Horchata has been around for eleventy billion years (or at least a lot of centuries) so I’m not sure why I never discovered it until about four years ago. We were at Blue Tortilla in New Hope (one of my favorite Mexican restaurants) and the owner peer-pressured us into ordering a pitcher. I love rice, and milk, and cinnamon, and vanilla, so horchata pretty much blew my mind.
But for all my extensive burrito consumption, I haven’t had the best luck finding places that serve horchata.
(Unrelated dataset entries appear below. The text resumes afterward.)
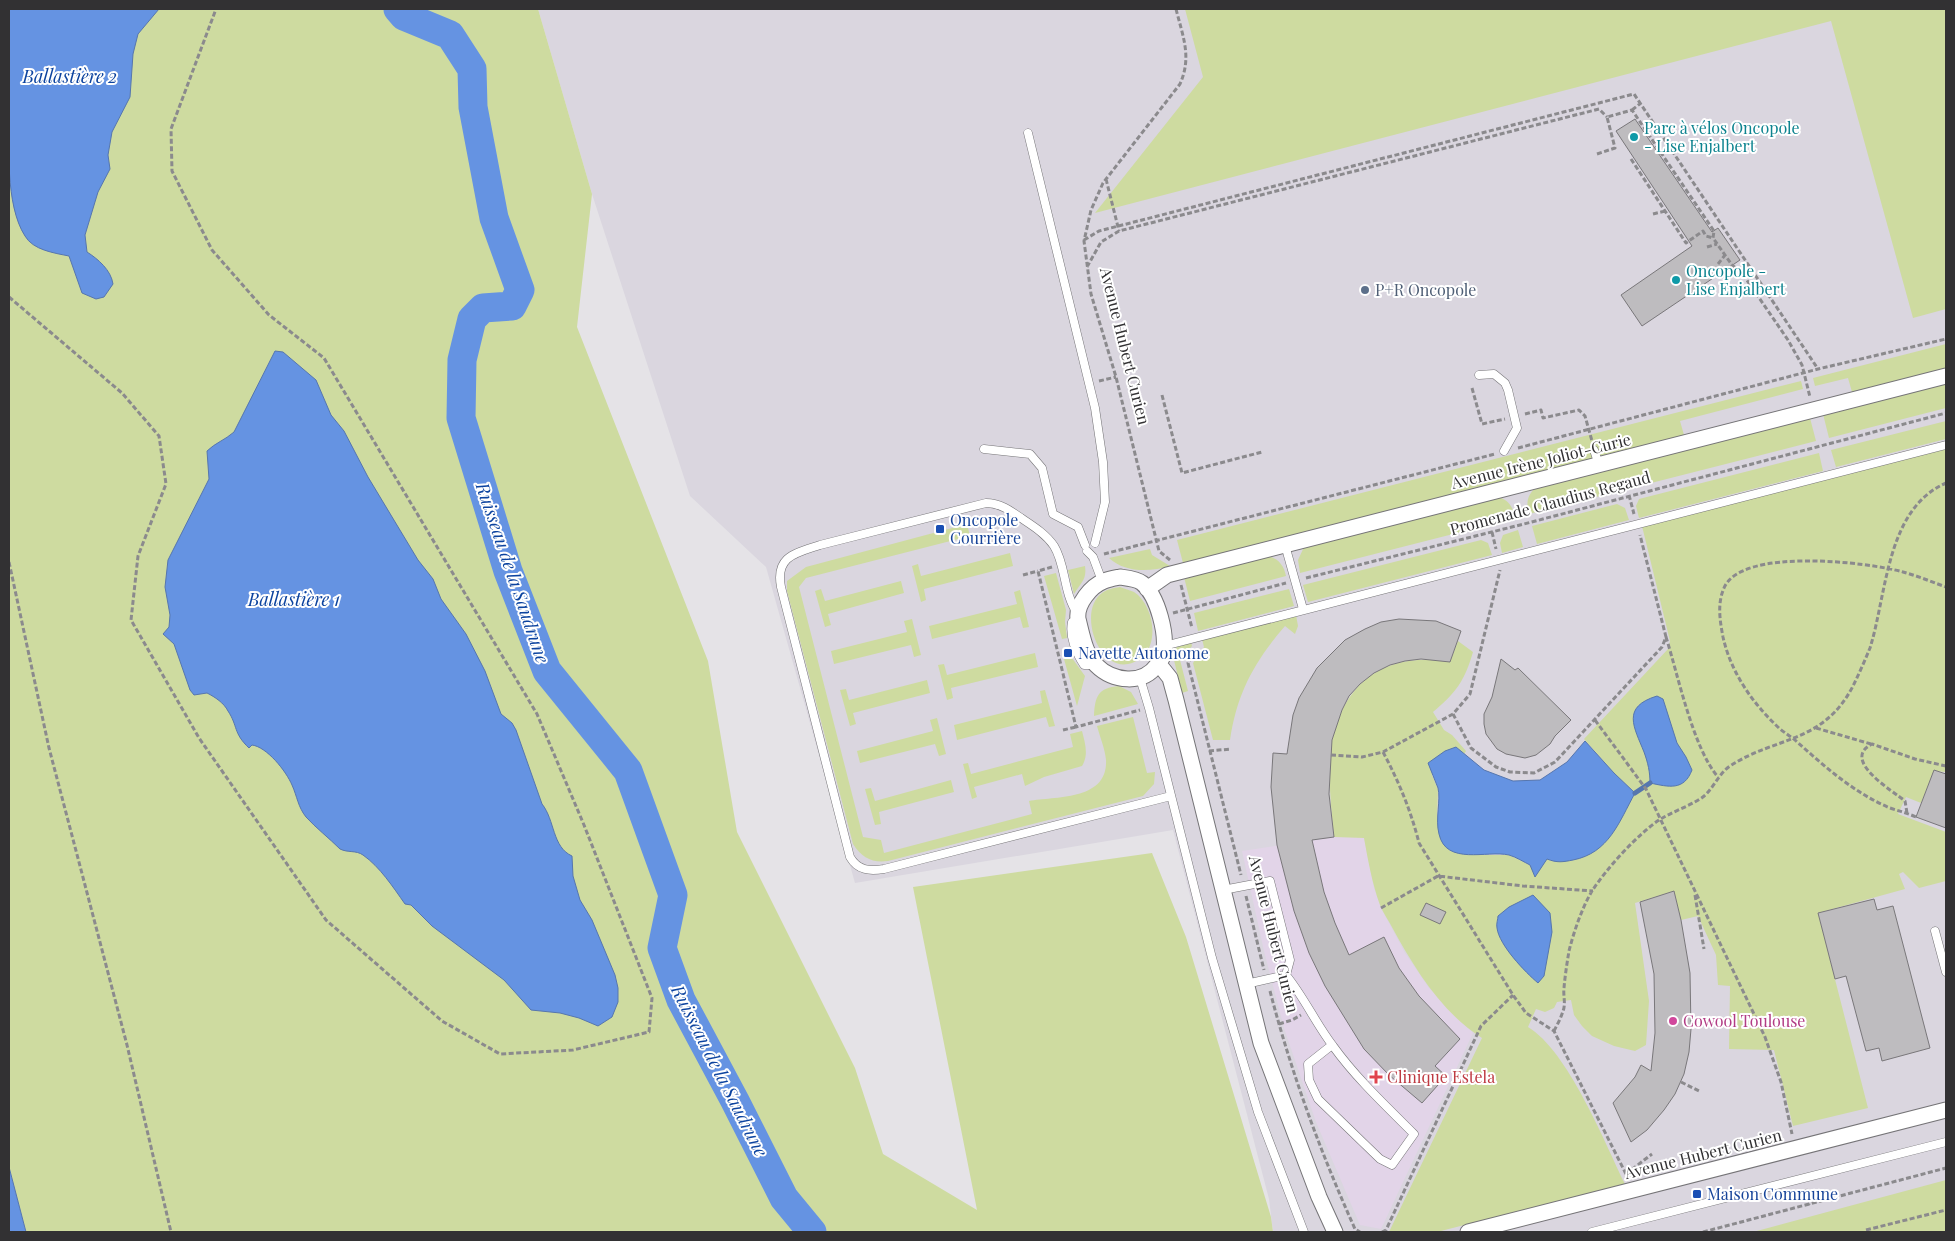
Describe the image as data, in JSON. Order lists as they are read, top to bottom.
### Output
{
  "streets": {
    "street": ["Avenue Hubert Curien", "Avenue Irène Joliot-Curie"],
    "path": ["Promenade Claudius Regaud"]
  },
  "crossings": [
    ["Avenue Hubert Curien", "Avenue Irène Joliot-Curie"],
    ["Avenue Irène Joliot-Curie", "Promenade Claudius Regaud"]
  ],
  "water": ["Ballastière 2", "Ruisseau de la Saudrune", "Ballastière 1"],
  "places": {
    "other": [
      "Parc à vélos Oncopole - Lise Enjalbert",
      "Oncopole - Lise Enjalbert",
      "P+R Oncopole",
      "Cowool Toulouse"
    ],
    "transit": ["Oncopole Courrière", "Navette Autonome", "Maison Commune"],
    "health": ["Clinique Estela"]
  }
}
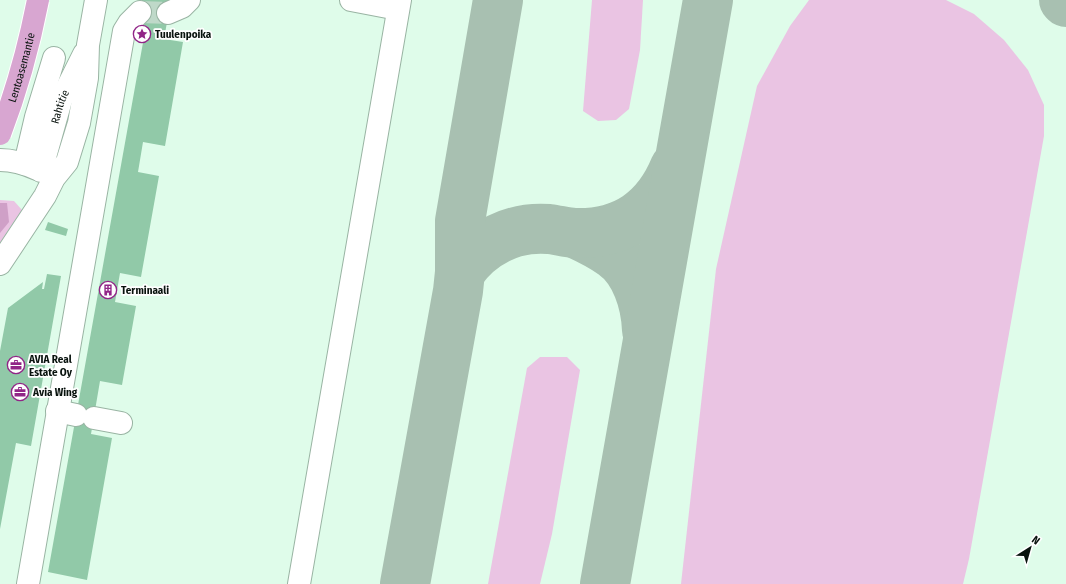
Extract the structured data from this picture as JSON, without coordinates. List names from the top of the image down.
{
  "streets": {
    "main road": ["Lentoasemantie"],
    "street": ["Rahtitie"]
  },
  "places": {
    "place": ["Tuulenpoika"],
    "building": ["Terminaali"],
    "office": ["AVIA Real Estate Oy", "Avia Wing"]
  },
  "north": "top right"
}
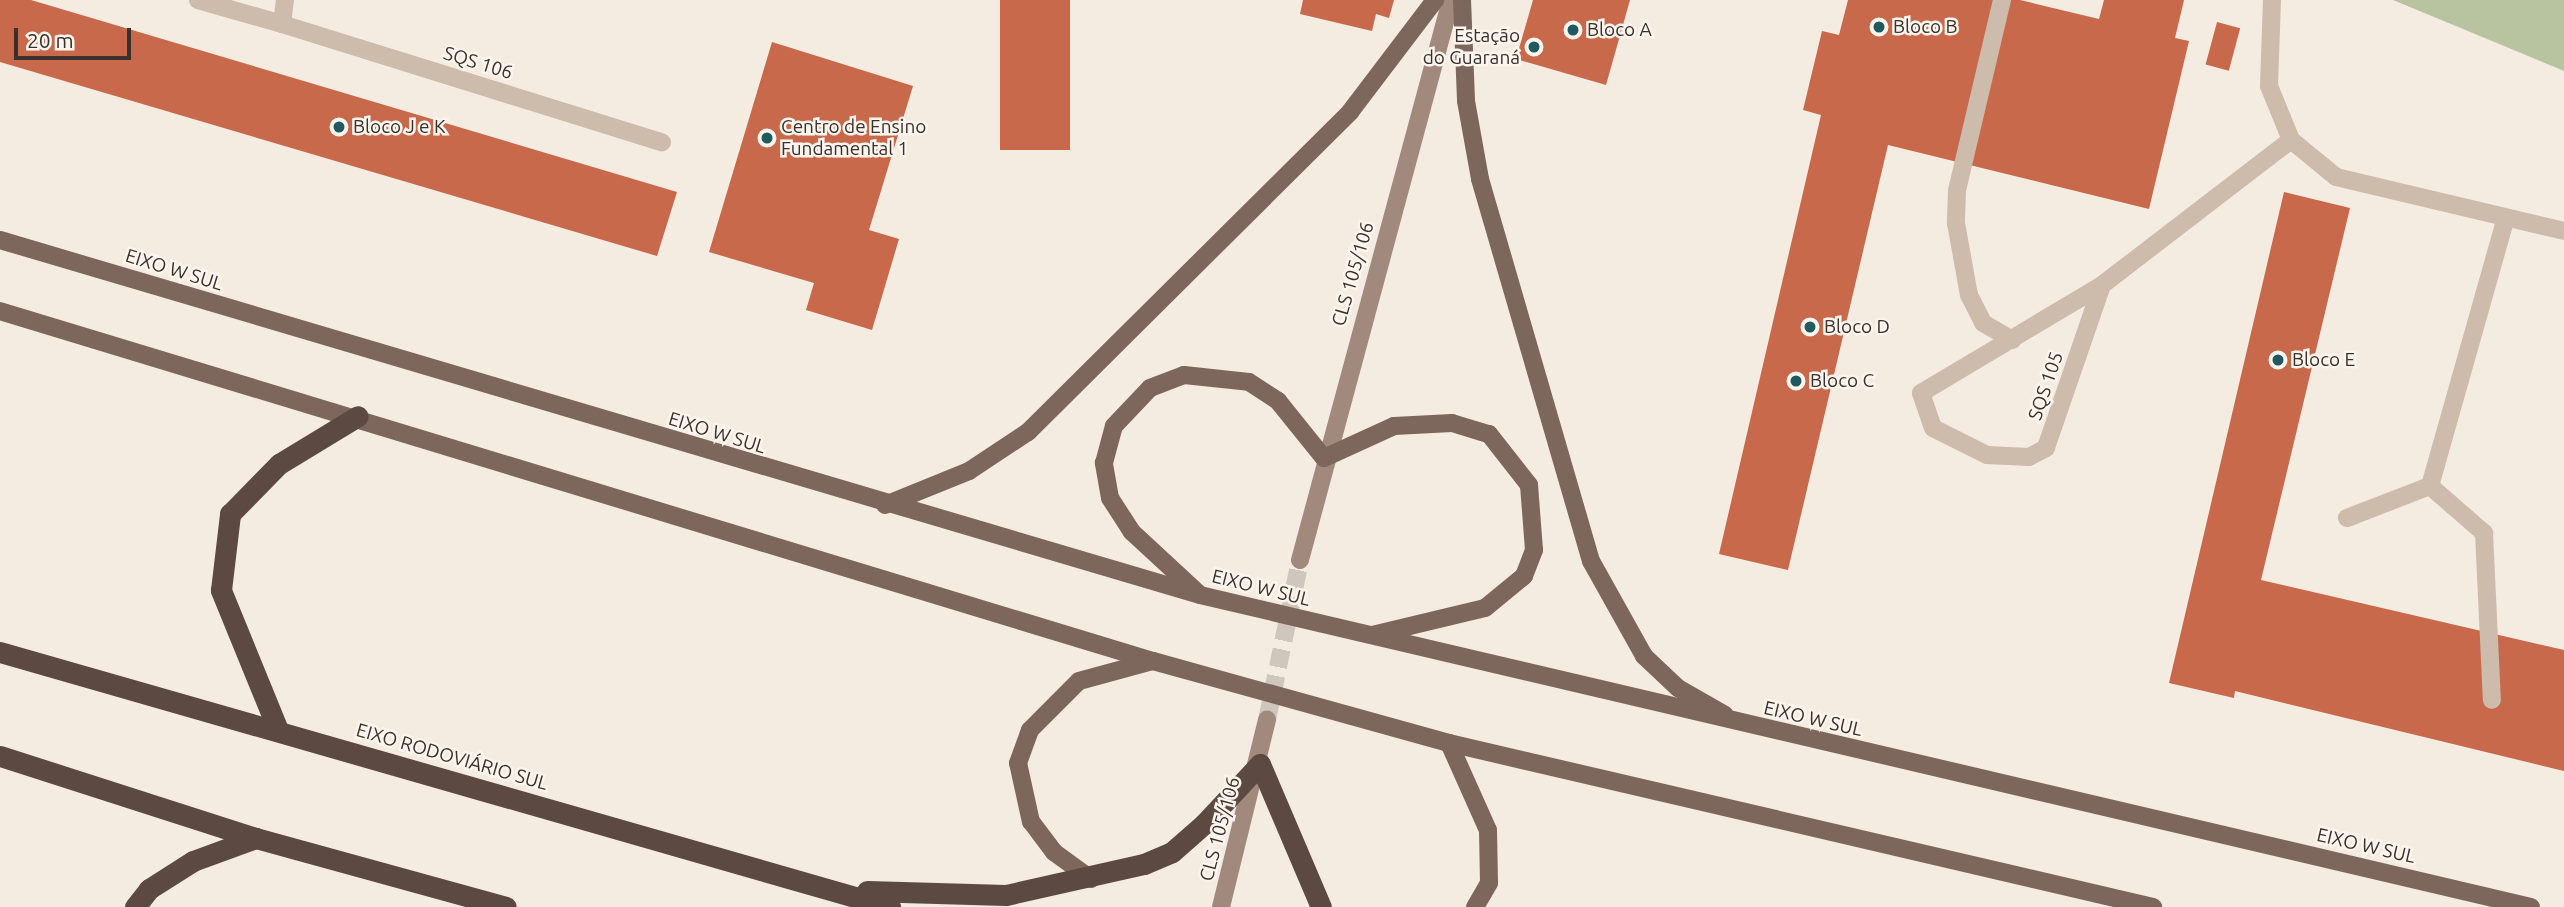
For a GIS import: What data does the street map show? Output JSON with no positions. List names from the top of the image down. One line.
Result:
{"streets":{"highway":["EIXO RODOVIÁRIO SUL"],"main road":["EIXO W SUL"],"street":["SQS 106","CLS 105/106","SQS 105"]},"places":["Bloco B","Bloco A","Estação do Guaraná","Bloco J e K","Centro de Ensino Fundamental 1","Bloco D","Bloco E","Bloco C"],"scale_bar":"20 m"}
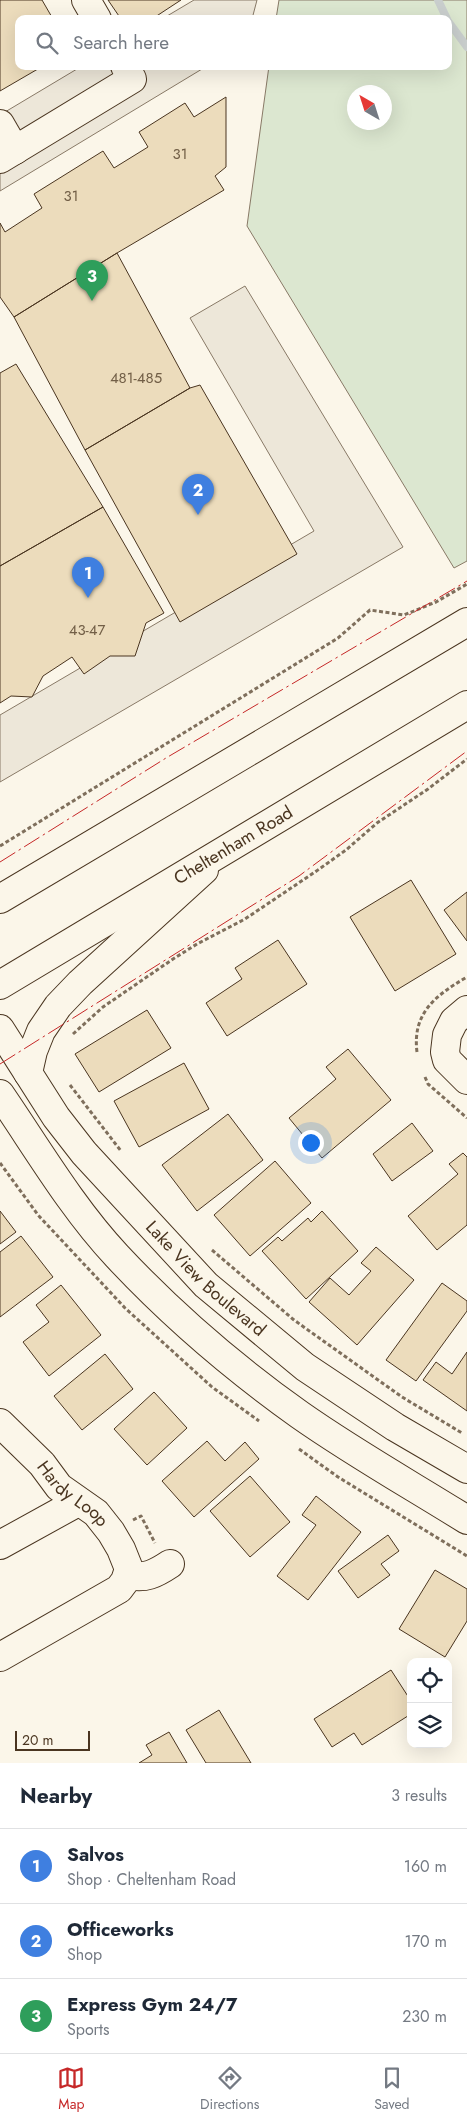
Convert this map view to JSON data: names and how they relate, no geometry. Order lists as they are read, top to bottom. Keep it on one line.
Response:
{"streets":{"street":["Cheltenham Road","Lake View Boulevard","Hardy Loop"]},"house_numbers":["31","31","481-485","43-47"],"scale_bar":"20 m","north":"top left","page":{"search":"Search here","pins":["3","2","1"],"scale":"20 m","heading":["Nearby","3 results"],"list":[{"mark":"1","name":"Salvos","note":"Shop · Cheltenham Road","value":"160 m"},{"mark":"2","name":"Officeworks","note":"Shop","value":"170 m"},{"mark":"3","name":"Express Gym 24/7","note":"Sports","value":"230 m"}],"nav":["Map","Directions","Saved"]}}
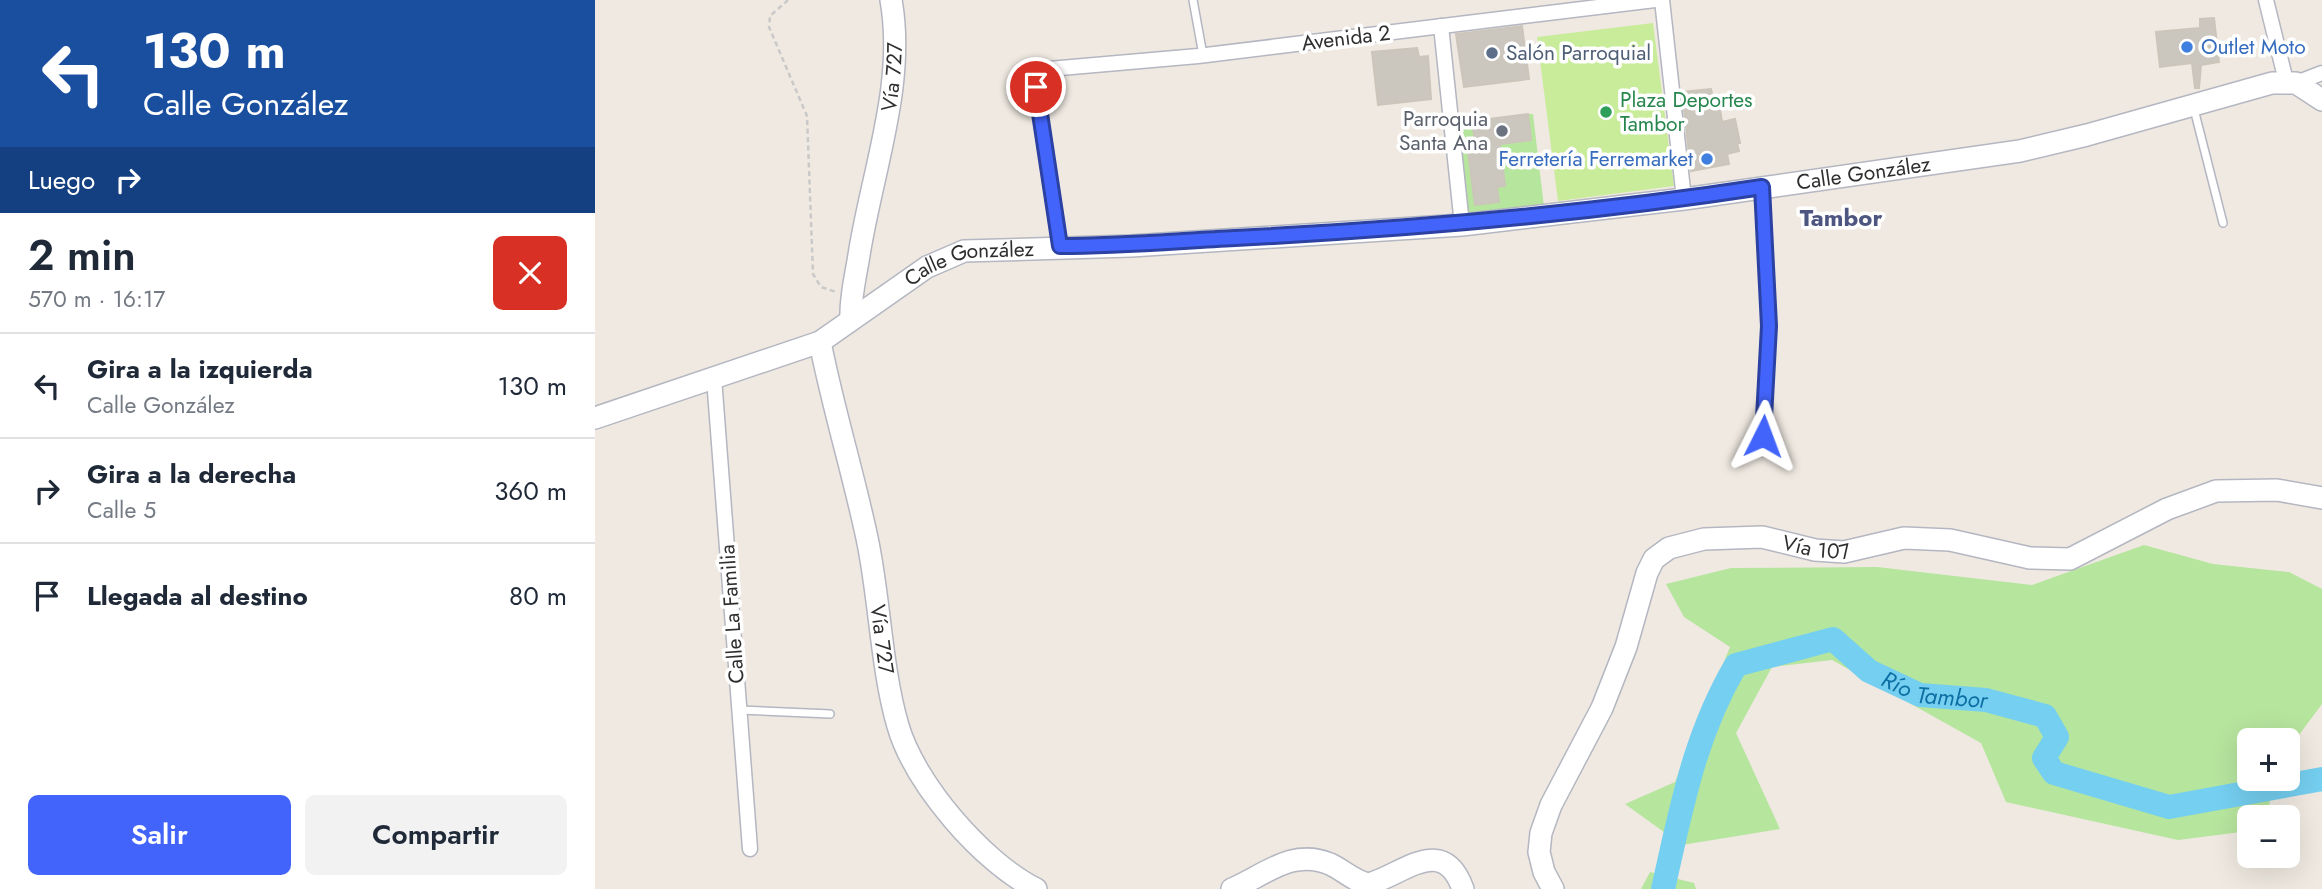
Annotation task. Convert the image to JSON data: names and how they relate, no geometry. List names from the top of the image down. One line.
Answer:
{"streets":{"street":["Avenida 2","Vía 727","Calle González","Vía 107","Calle La Familia"]},"crossings":[["Avenida 2","Calle González"],["Vía 727","Calle González"],["Calle González","Calle La Familia"]],"districts":["Tambor"],"water":["Río Tambor"],"places":["Outlet Moto","Salón Parroquial","Plaza Deportes Tambor","Parroquia Santa Ana","Ferretería Ferremarket"],"page":{"turn":["130 m","Calle González"],"then":"Luego","heading":["2 min","570 m · 16:17"],"list":[{"name":"Gira a la izquierda","note":"Calle González","value":"130 m"},{"name":"Gira a la derecha","note":"Calle 5","value":"360 m"},{"name":"Llegada al destino","value":"80 m"}],"map_buttons":["+","−"],"buttons":["Salir","Compartir"]}}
So I’ve been relying on our yearly trips to New Hope, and the one time at Rutgers Day when one of the Latin-Am student clubs had a huge cooler of horchata and the girl running the table was like, “We have a lot left over, so take as much as you want” and I swear I heard church bells.
Anyway. I decided to make my own. And guess what? NAILED IT! On the first try, no less! O-freakin’-lé!
- 1/2 cup uncooked rice (anything non-instant…I used basmati)
- 2 1/2 cups water
- 1/4 tsp vanilla extract
- 1/4 tsp cinnamon (heaping)
- 1/6 cup sugar
Soak the rice in the water for about 45 minutes. You’ll end up with murky rice-water like this:
Dump it into a blender and puree for about 30 seconds.
Then pour it into a pitcher, using a strainer to separate the rice water from the rice.
P.S. Random fun fact: In Valencia, Horchata is called orxata, as in “Or, xata!” or “Gold, darling!”